Beginning to suspect that my philosophy that ‘the only two real writing tips you need are to read a lot and write a lot’ is missing a third secret component, being that the reading benefits from being both fiction and nonfiction, regardless of what you’re writing. Long meandering musings below cut expand at own risk
[[MORE]]I best refrain from using second person because this is I suppose a matter of personal taste and how I’ve realised my brain works, as a tragically uncreative person, but reading theory–which consists of attempts to light and taxonomise the abstract shadows beneath the water, the quintessence of all writing–teaches me how to organise and develop my ideas. My writing is becoming more coherent than before. It’s easier to figure out exactly what I’m trying to say in a given piece of writing. This also makes writer’s block so much less torturous. It does sometimes slow down, but mostly to give way for problem solving. I can work from abstraction into concrete, which prevents me from getting stuck on events unfolding in a certain way, and from being reluctant to scrap scenes, as they’ve served their purpose in the sense that failing to argue for something teaches you more about your position. Cool plot or worldbuilding ideas fall flat for me without a strong thesis. Making it exist isn’t enough, I have to prove why it matters. Otherwise why are you reading, why am I writing? Because it’s new? Things are unique as often as they are the same. I don’t want to make things for the sake of a novelty-induced dopamine kick, that is a grind with no discernible goal or endpoint. (That’s part of the reason I quit graphic design/marketing, actually, aside from being unable to settle in the cognitive dissonance of being a mercenary, and the particularly blatant vampirism of the industry, which is being committed by one toward customers and peers, and onto one by peers and employers. Nearly every field is a burnout machine now, but nonetheless. I hate that one in particular with the sort of intensity you have to convert wistfulness into after failed experience). And if theory and philosophy help me figure out what I’m saying, history helps me figure out how to say it. This may be a consequence of me, again, being an unfortunately uncreative person, but I struggle there. Helen Hindpere once gave a fantastic interview for the Platypus Affiliated Society (truly excellent interviewing, too) that is very meaningful to me, and one of the most igniting things she says with regards to writing is this:
All of my writing is inspired by history. I sometimes say that I don’t make things up, I just take them from history and then put them in another context so people pay them more attention. That’s how the entire world of Elysium was created. We just took things out of their contexts, freeing them of the conscious notions and subconscious associations attached to them by applying different names and aesthetics. The hope was that people could see them in a new light, and that is what I usually say I do. But I’m not just writing for myself; I’m writing to communicate ideas. These come from history, about which Kurvitz and I read a lot.

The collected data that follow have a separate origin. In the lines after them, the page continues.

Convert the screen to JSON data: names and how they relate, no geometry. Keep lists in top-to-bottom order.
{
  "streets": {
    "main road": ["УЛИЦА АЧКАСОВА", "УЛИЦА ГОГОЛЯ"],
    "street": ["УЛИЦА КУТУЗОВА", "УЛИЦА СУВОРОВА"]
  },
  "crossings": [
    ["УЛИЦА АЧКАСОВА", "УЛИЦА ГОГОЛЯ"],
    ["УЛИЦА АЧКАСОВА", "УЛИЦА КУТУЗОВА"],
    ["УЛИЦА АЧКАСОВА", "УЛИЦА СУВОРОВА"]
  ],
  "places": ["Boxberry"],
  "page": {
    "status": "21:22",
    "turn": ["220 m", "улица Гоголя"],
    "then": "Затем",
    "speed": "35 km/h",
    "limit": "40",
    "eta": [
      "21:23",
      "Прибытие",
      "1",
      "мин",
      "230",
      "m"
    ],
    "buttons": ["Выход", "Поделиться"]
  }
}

I think she put words to a place I’ve been trying to reach as long as I’ve been writing, and in the way of all excellent writing, she shone a light onto a shadow here, to make you go 'of course! This is, obviously, what it’s been all along!’ I think so much of the success of DE, not commercially but creatively, communicatively, is down to its writers being drawn to theory: a desire to truly engage with and understand, and versed in theory: having this internal framework for how to structure ideas both individually and then among themselves. (The thought cabinet being a from-scratch invention still blows my mind, and the way the skills are constructed and expressed is one of my favourite parts. Rhetoric is my favourite: the remark that being able to argue for something is separate from being correct, and that always striving to be correct stunts you.)
That, the understanding and engagement, is the difference between copying established canon in a way that legitimises you by proxy, and being able to build on it in a way that contributes something to the canon. (Some of the vampirism I mentioned earlier was this: creativity can get so incestuous. You can make a moodboard with unique and intriguing visual references and the visual you will end up creating is nothing more interesting than 'something that fits harmonically within this moodboard’. Are you making or copying? Is realism/believability creativity or merely a skill? Funnily, in uni we didn’t read Baudrillard, we read works that referenced and summarised Baudrillard. Writes itself.)
The difference between art as an attempt to subtly rephrase something somebody said before you that everyone agreed with lest you seem stupid when the conversation reaches your turn, and art as an attempt to engage with the conversation out of true interest, is at the core of improved writing. You can read endlessly and write endlessly but without the third, essential component, understanding, you risk turning yourself into a copy machine. And I think theory forces one to think in a way that is optional in a lot of other writing.